**Work to complete**
Every line of the material below needs to be copied exactly; omit the pictures.

**Data segment**

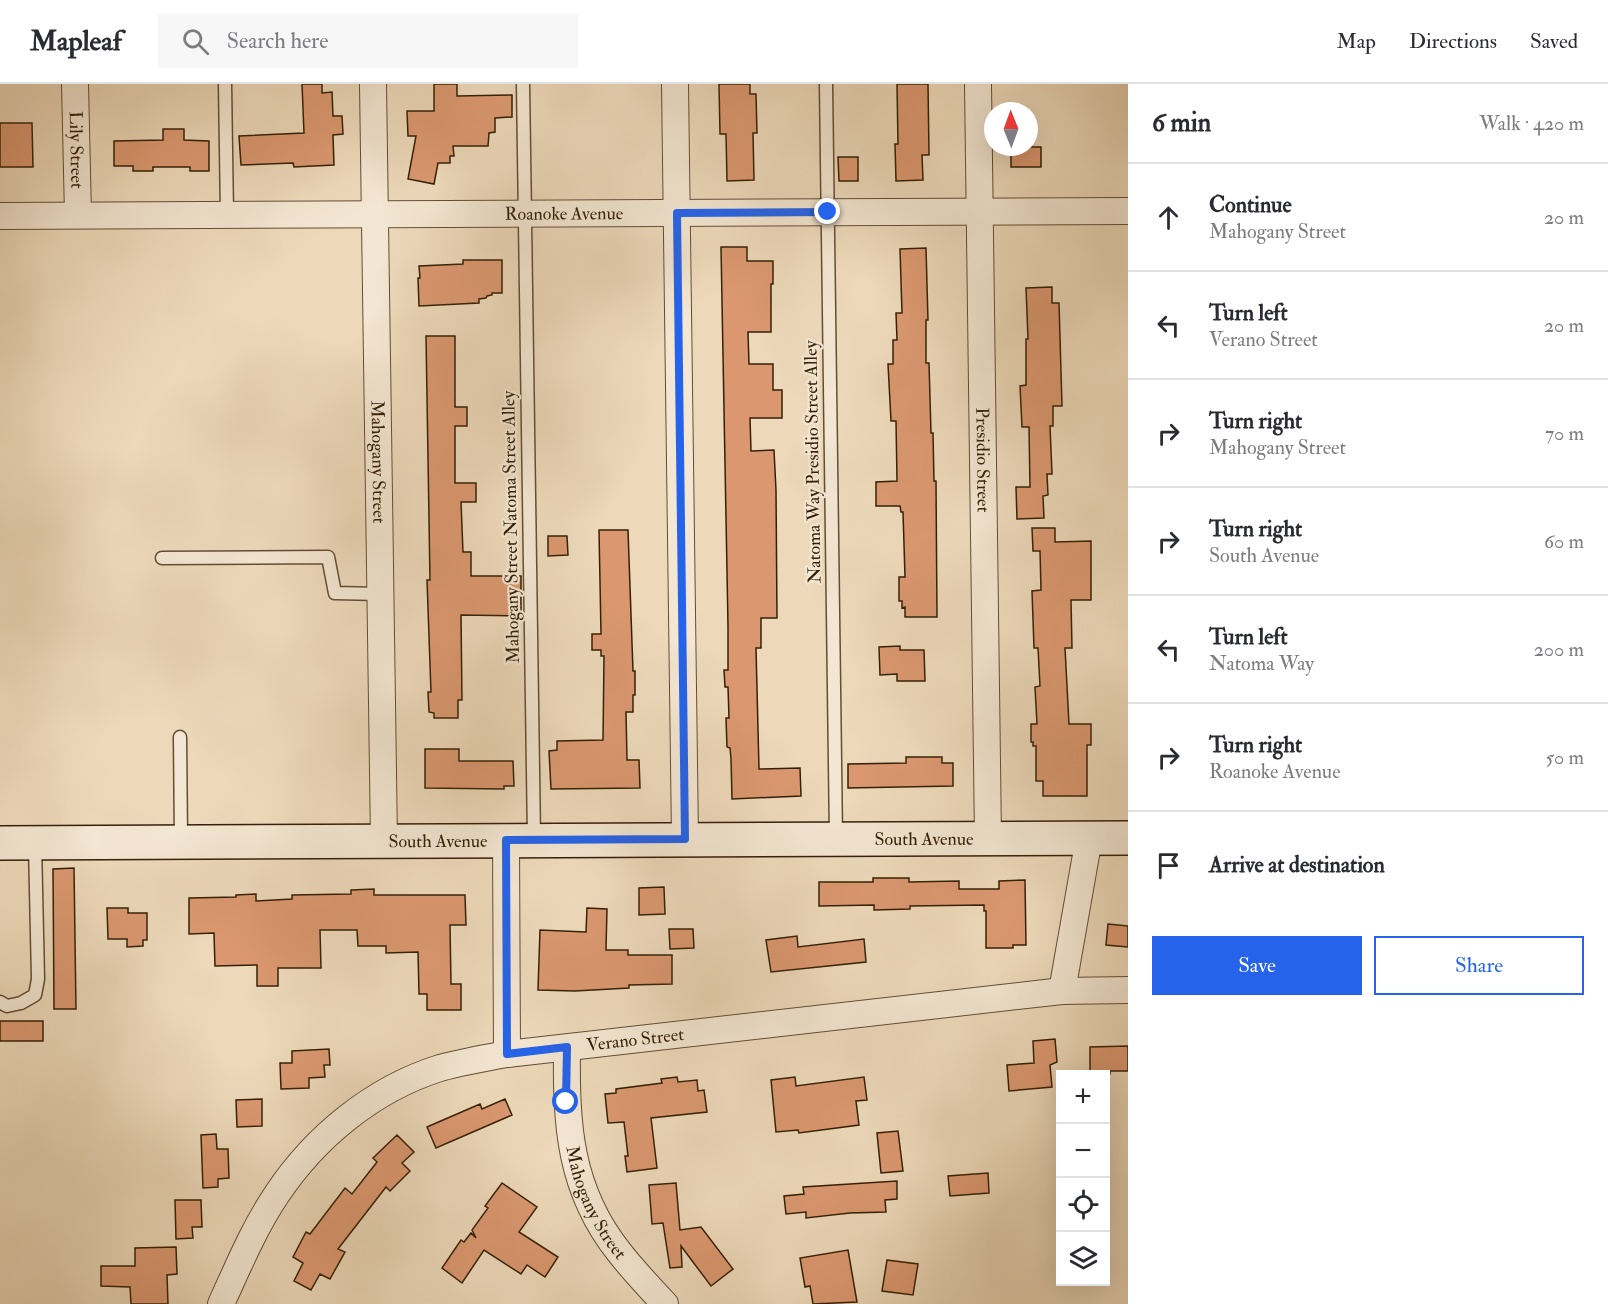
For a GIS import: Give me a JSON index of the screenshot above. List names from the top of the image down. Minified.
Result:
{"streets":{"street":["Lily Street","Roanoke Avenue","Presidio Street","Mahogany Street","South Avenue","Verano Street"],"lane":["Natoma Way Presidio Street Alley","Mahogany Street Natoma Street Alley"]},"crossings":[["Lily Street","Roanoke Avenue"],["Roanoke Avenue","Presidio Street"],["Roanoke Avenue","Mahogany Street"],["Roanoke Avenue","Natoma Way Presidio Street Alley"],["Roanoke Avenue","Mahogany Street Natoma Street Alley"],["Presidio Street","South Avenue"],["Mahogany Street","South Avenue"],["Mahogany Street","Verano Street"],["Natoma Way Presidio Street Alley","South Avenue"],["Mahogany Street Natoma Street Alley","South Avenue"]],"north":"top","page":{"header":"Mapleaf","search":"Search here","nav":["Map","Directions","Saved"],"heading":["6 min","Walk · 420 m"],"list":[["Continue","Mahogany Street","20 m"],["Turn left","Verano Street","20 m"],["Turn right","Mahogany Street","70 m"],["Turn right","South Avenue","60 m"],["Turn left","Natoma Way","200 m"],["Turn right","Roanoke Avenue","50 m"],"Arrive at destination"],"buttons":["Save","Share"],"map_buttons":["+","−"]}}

**Answer box**
For a GIS import: Give me a JSON index of the screenshot above. List names from the top of the image down. Minified.
Result:
{"streets":{"street":["Lily Street","Roanoke Avenue","Presidio Street","Mahogany Street","South Avenue","Verano Street"],"lane":["Natoma Way Presidio Street Alley","Mahogany Street Natoma Street Alley"]},"crossings":[["Lily Street","Roanoke Avenue"],["Roanoke Avenue","Presidio Street"],["Roanoke Avenue","Mahogany Street"],["Roanoke Avenue","Natoma Way Presidio Street Alley"],["Roanoke Avenue","Mahogany Street Natoma Street Alley"],["Presidio Street","South Avenue"],["Mahogany Street","South Avenue"],["Mahogany Street","Verano Street"],["Natoma Way Presidio Street Alley","South Avenue"],["Mahogany Street Natoma Street Alley","South Avenue"]],"north":"top","page":{"header":"Mapleaf","search":"Search here","nav":["Map","Directions","Saved"],"heading":["6 min","Walk · 420 m"],"list":[["Continue","Mahogany Street","20 m"],["Turn left","Verano Street","20 m"],["Turn right","Mahogany Street","70 m"],["Turn right","South Avenue","60 m"],["Turn left","Natoma Way","200 m"],["Turn right","Roanoke Avenue","50 m"],"Arrive at destination"],"buttons":["Save","Share"],"map_buttons":["+","−"]}}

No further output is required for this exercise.